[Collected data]

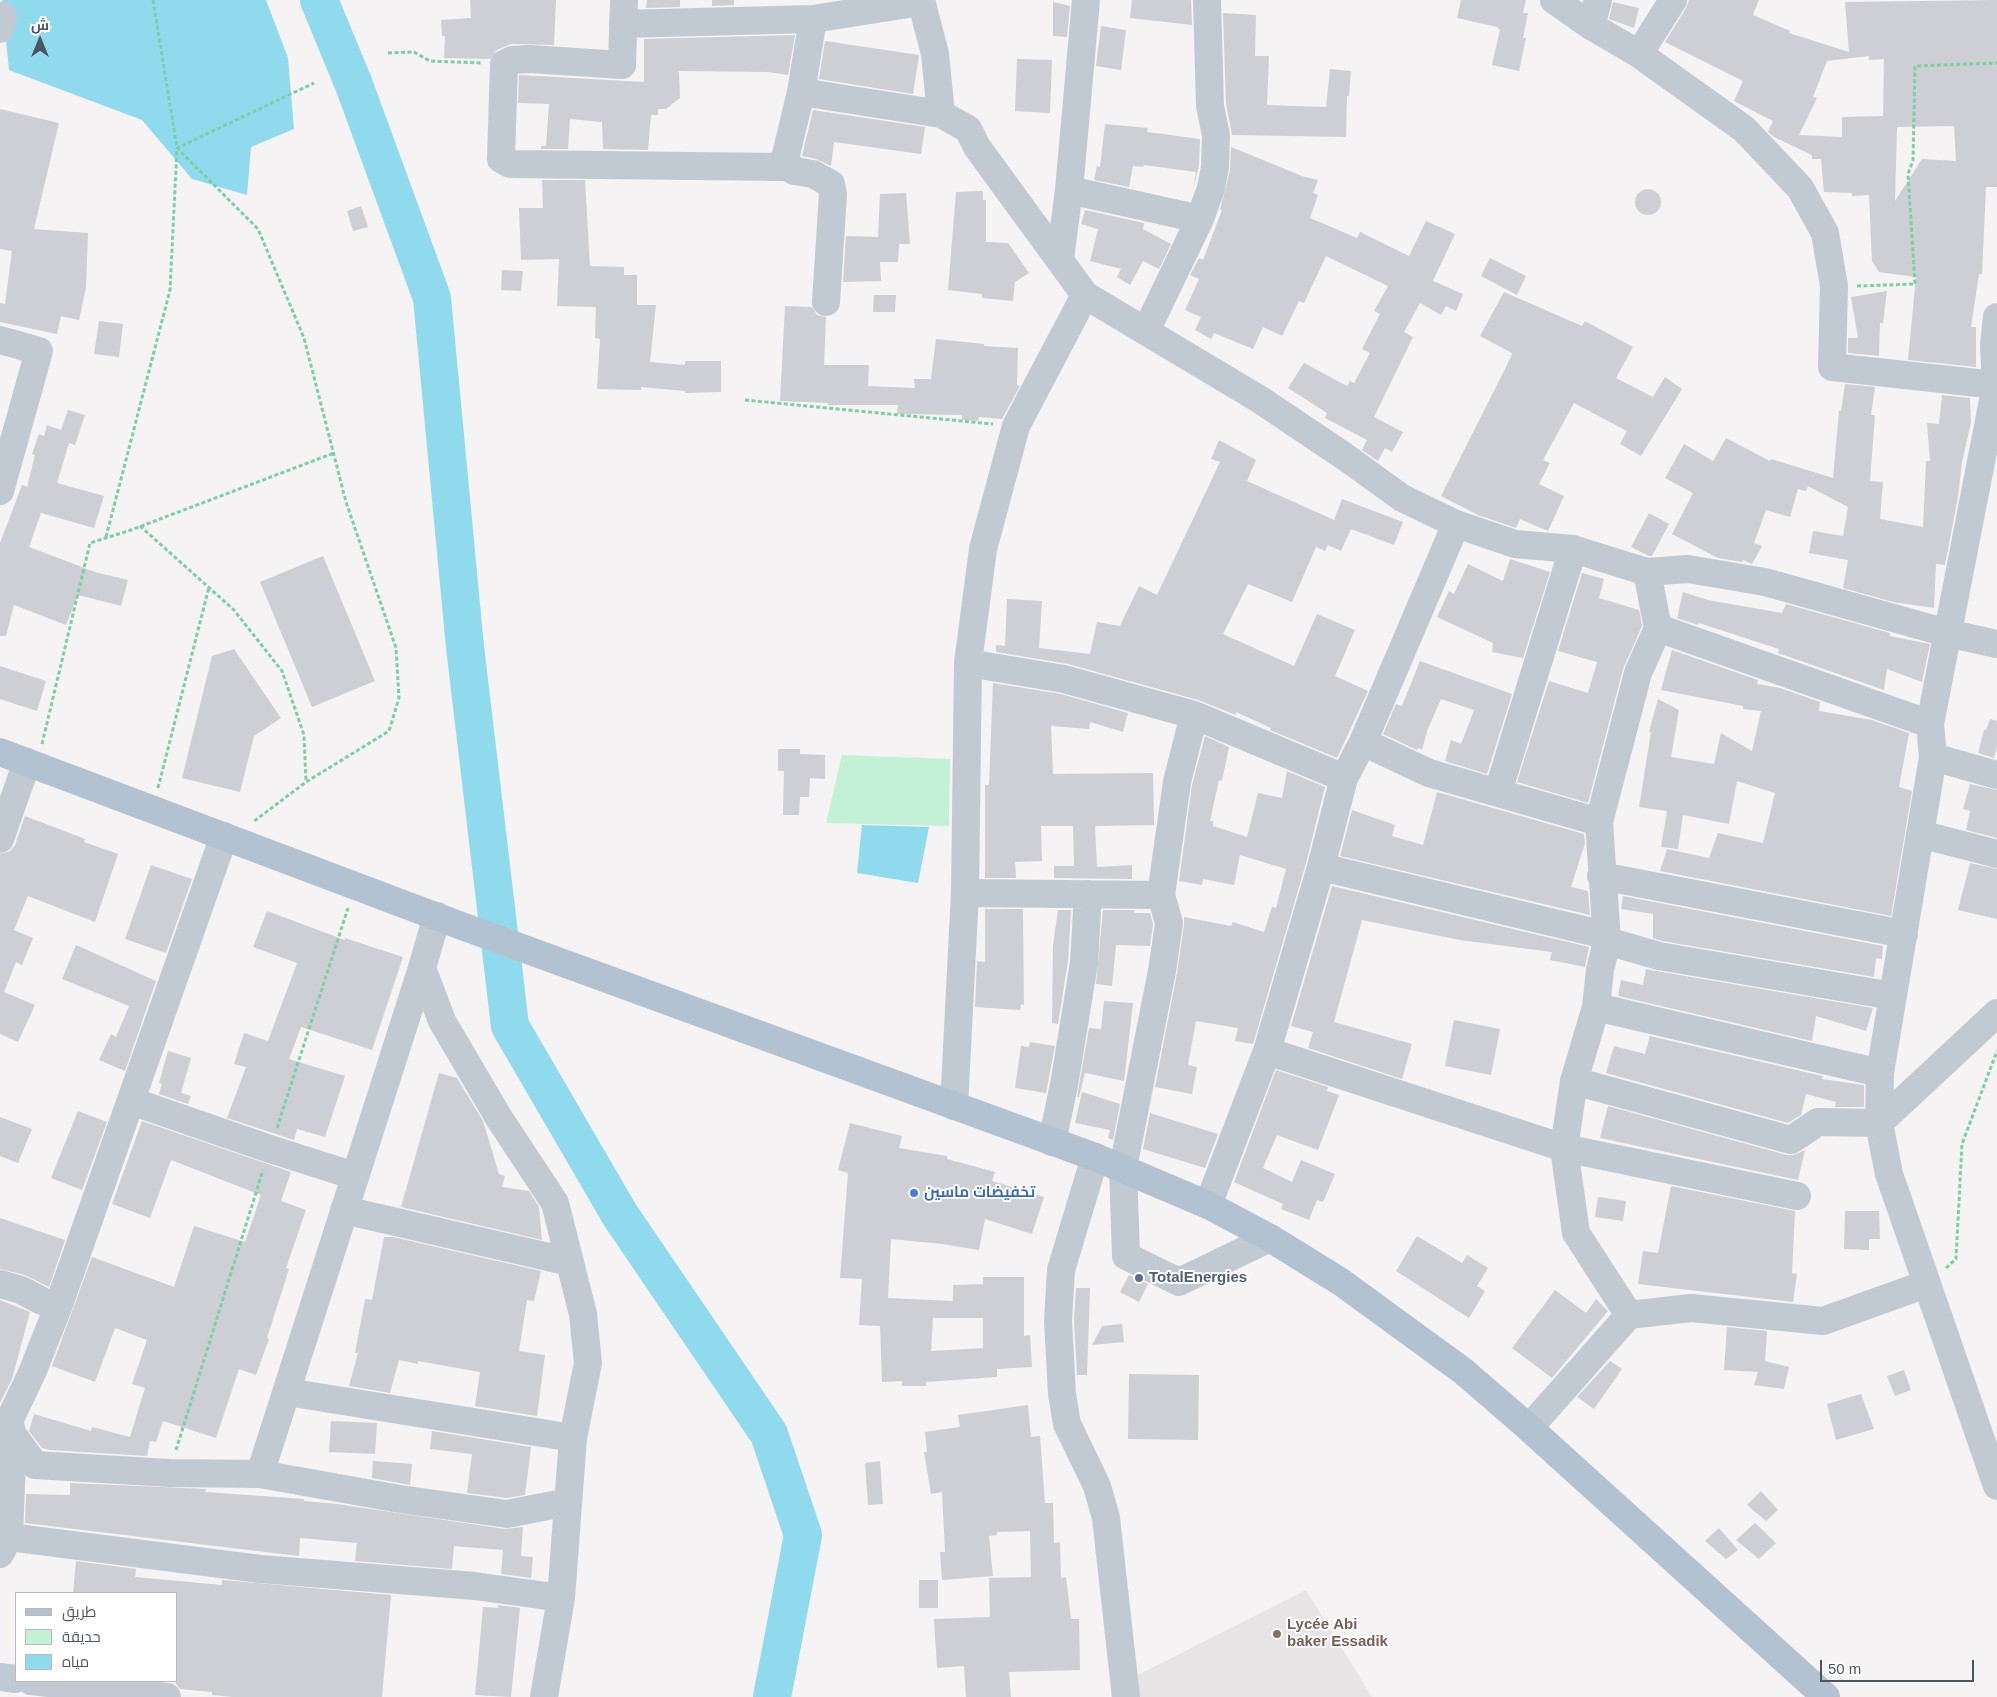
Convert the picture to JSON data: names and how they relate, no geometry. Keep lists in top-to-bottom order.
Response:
{
  "places": ["تخفيضات ماسين", "TotalEnergies", "Lycée Abi baker Essadik"],
  "legend": ["طريق", "حديقة", "مياه"],
  "scale_bar": "50 m",
  "north": "top"
}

**Instructions for the task:** Copy out every line of the data above, taking care to leave the pictures out.

**Result:**
Convert the picture to JSON data: names and how they relate, no geometry. Keep lists in top-to-bottom order.
Response:
{
  "places": ["تخفيضات ماسين", "TotalEnergies", "Lycée Abi baker Essadik"],
  "legend": ["طريق", "حديقة", "مياه"],
  "scale_bar": "50 m",
  "north": "top"
}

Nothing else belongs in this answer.